> [Provided data]:
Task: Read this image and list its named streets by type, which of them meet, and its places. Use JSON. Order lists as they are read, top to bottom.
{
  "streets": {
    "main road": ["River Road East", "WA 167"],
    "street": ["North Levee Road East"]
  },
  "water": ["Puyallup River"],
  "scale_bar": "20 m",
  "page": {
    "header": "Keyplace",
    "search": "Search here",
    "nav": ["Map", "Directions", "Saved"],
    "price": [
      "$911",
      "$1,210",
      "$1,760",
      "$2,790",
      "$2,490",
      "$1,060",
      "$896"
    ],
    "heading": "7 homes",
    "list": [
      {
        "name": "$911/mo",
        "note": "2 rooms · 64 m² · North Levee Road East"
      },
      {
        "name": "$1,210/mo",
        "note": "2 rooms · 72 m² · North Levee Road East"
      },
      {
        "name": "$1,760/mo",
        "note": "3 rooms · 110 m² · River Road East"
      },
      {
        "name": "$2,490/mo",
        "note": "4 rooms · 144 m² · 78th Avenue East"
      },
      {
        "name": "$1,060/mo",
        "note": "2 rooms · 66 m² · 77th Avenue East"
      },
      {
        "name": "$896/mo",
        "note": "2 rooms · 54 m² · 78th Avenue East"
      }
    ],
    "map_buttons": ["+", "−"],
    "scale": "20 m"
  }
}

> [Exercise goal]:
Each line of the material that has the word "River" belongs in the answer.

> [Answer section]:
    "main road": ["River Road East", "WA 167"],
  "water": ["Puyallup River"],
        "note": "3 rooms · 110 m² · River Road East"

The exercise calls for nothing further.